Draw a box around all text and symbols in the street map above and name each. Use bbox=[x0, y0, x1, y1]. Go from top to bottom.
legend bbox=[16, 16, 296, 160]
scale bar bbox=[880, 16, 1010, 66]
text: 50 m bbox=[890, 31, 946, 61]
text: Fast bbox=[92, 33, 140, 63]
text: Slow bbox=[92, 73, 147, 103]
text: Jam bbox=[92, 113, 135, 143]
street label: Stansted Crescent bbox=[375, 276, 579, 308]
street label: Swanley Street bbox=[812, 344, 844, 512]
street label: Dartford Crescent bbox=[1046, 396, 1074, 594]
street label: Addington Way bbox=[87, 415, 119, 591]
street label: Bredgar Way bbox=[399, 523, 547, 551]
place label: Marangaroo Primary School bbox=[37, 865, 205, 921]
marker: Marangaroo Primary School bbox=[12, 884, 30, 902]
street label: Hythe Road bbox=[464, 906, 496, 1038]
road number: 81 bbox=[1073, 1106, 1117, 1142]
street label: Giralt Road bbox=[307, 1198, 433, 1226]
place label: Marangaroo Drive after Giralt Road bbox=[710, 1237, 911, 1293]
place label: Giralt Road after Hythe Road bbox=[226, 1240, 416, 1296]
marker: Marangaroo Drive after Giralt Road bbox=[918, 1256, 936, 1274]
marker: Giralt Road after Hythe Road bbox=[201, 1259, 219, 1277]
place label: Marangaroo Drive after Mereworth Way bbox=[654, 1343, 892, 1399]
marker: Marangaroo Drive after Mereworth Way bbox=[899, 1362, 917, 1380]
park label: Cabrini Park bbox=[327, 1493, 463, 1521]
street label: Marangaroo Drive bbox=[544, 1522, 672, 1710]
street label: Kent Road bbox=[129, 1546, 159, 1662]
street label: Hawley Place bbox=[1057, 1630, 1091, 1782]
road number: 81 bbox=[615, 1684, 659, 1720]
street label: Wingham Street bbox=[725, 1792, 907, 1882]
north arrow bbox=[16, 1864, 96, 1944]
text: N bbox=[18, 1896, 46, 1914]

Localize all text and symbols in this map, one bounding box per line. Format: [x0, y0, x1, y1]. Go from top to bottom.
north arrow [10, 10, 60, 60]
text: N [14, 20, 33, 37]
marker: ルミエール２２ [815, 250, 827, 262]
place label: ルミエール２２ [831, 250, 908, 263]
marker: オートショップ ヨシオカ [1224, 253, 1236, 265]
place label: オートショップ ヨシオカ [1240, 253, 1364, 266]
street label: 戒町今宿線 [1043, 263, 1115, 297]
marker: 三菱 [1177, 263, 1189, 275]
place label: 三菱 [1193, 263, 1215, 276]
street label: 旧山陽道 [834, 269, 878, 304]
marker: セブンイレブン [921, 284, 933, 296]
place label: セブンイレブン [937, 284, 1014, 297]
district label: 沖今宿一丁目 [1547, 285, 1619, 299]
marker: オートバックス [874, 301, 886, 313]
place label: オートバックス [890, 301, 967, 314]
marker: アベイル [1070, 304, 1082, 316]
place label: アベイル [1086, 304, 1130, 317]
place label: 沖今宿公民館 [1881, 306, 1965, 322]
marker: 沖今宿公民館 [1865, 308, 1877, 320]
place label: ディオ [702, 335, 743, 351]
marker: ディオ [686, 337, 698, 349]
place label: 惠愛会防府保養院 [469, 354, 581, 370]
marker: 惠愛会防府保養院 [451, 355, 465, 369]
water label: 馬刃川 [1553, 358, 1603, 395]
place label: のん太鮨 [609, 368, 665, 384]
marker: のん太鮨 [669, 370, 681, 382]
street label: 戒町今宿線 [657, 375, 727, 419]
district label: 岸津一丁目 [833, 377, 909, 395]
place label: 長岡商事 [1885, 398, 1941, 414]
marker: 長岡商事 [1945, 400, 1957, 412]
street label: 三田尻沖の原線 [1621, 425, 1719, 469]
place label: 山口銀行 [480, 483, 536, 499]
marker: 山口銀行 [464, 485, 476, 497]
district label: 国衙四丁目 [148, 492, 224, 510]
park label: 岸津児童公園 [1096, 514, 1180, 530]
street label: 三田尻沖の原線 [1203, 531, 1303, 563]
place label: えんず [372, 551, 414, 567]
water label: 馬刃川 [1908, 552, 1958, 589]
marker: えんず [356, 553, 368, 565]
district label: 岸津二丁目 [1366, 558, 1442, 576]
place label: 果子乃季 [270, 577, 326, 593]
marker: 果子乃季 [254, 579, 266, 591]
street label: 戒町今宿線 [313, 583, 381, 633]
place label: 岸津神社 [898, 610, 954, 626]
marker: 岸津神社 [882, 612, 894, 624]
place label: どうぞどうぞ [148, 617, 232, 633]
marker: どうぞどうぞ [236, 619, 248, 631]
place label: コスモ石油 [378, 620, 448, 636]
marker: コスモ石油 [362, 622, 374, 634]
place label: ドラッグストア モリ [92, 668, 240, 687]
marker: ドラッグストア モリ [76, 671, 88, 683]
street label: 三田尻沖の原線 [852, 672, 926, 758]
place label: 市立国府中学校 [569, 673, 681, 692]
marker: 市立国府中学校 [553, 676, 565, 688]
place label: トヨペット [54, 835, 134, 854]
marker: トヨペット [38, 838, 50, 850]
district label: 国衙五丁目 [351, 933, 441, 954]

*Work required:* A word-for-word copy of all the entries above is required.

*Expected answer:*
Draw a box around all text and symbols in the street map above and name each. Use bbox=[x0, y0, x1, y1]. Go from top to bottom.
legend bbox=[16, 16, 296, 160]
scale bar bbox=[880, 16, 1010, 66]
text: 50 m bbox=[890, 31, 946, 61]
text: Fast bbox=[92, 33, 140, 63]
text: Slow bbox=[92, 73, 147, 103]
text: Jam bbox=[92, 113, 135, 143]
street label: Stansted Crescent bbox=[375, 276, 579, 308]
street label: Swanley Street bbox=[812, 344, 844, 512]
street label: Dartford Crescent bbox=[1046, 396, 1074, 594]
street label: Addington Way bbox=[87, 415, 119, 591]
street label: Bredgar Way bbox=[399, 523, 547, 551]
place label: Marangaroo Primary School bbox=[37, 865, 205, 921]
marker: Marangaroo Primary School bbox=[12, 884, 30, 902]
street label: Hythe Road bbox=[464, 906, 496, 1038]
road number: 81 bbox=[1073, 1106, 1117, 1142]
street label: Giralt Road bbox=[307, 1198, 433, 1226]
place label: Marangaroo Drive after Giralt Road bbox=[710, 1237, 911, 1293]
place label: Giralt Road after Hythe Road bbox=[226, 1240, 416, 1296]
marker: Marangaroo Drive after Giralt Road bbox=[918, 1256, 936, 1274]
marker: Giralt Road after Hythe Road bbox=[201, 1259, 219, 1277]
place label: Marangaroo Drive after Mereworth Way bbox=[654, 1343, 892, 1399]
marker: Marangaroo Drive after Mereworth Way bbox=[899, 1362, 917, 1380]
park label: Cabrini Park bbox=[327, 1493, 463, 1521]
street label: Marangaroo Drive bbox=[544, 1522, 672, 1710]
street label: Kent Road bbox=[129, 1546, 159, 1662]
street label: Hawley Place bbox=[1057, 1630, 1091, 1782]
road number: 81 bbox=[615, 1684, 659, 1720]
street label: Wingham Street bbox=[725, 1792, 907, 1882]
north arrow bbox=[16, 1864, 96, 1944]
text: N bbox=[18, 1896, 46, 1914]

Localize all text and symbols in this map, one bounding box per line. Format: [x0, y0, x1, y1]. Go from top to bottom.
north arrow [10, 10, 60, 60]
text: N [14, 20, 33, 37]
marker: ルミエール２２ [815, 250, 827, 262]
place label: ルミエール２２ [831, 250, 908, 263]
marker: オートショップ ヨシオカ [1224, 253, 1236, 265]
place label: オートショップ ヨシオカ [1240, 253, 1364, 266]
street label: 戒町今宿線 [1043, 263, 1115, 297]
marker: 三菱 [1177, 263, 1189, 275]
place label: 三菱 [1193, 263, 1215, 276]
street label: 旧山陽道 [834, 269, 878, 304]
marker: セブンイレブン [921, 284, 933, 296]
place label: セブンイレブン [937, 284, 1014, 297]
district label: 沖今宿一丁目 [1547, 285, 1619, 299]
marker: オートバックス [874, 301, 886, 313]
place label: オートバックス [890, 301, 967, 314]
marker: アベイル [1070, 304, 1082, 316]
place label: アベイル [1086, 304, 1130, 317]
place label: 沖今宿公民館 [1881, 306, 1965, 322]
marker: 沖今宿公民館 [1865, 308, 1877, 320]
place label: ディオ [702, 335, 743, 351]
marker: ディオ [686, 337, 698, 349]
place label: 惠愛会防府保養院 [469, 354, 581, 370]
marker: 惠愛会防府保養院 [451, 355, 465, 369]
water label: 馬刃川 [1553, 358, 1603, 395]
place label: のん太鮨 [609, 368, 665, 384]
marker: のん太鮨 [669, 370, 681, 382]
street label: 戒町今宿線 [657, 375, 727, 419]
district label: 岸津一丁目 [833, 377, 909, 395]
place label: 長岡商事 [1885, 398, 1941, 414]
marker: 長岡商事 [1945, 400, 1957, 412]
street label: 三田尻沖の原線 [1621, 425, 1719, 469]
place label: 山口銀行 [480, 483, 536, 499]
marker: 山口銀行 [464, 485, 476, 497]
district label: 国衙四丁目 [148, 492, 224, 510]
park label: 岸津児童公園 [1096, 514, 1180, 530]
street label: 三田尻沖の原線 [1203, 531, 1303, 563]
place label: えんず [372, 551, 414, 567]
water label: 馬刃川 [1908, 552, 1958, 589]
marker: えんず [356, 553, 368, 565]
district label: 岸津二丁目 [1366, 558, 1442, 576]
place label: 果子乃季 [270, 577, 326, 593]
marker: 果子乃季 [254, 579, 266, 591]
street label: 戒町今宿線 [313, 583, 381, 633]
place label: 岸津神社 [898, 610, 954, 626]
marker: 岸津神社 [882, 612, 894, 624]
place label: どうぞどうぞ [148, 617, 232, 633]
marker: どうぞどうぞ [236, 619, 248, 631]
place label: コスモ石油 [378, 620, 448, 636]
marker: コスモ石油 [362, 622, 374, 634]
place label: ドラッグストア モリ [92, 668, 240, 687]
marker: ドラッグストア モリ [76, 671, 88, 683]
street label: 三田尻沖の原線 [852, 672, 926, 758]
place label: 市立国府中学校 [569, 673, 681, 692]
marker: 市立国府中学校 [553, 676, 565, 688]
place label: トヨペット [54, 835, 134, 854]
marker: トヨペット [38, 838, 50, 850]
district label: 国衙五丁目 [351, 933, 441, 954]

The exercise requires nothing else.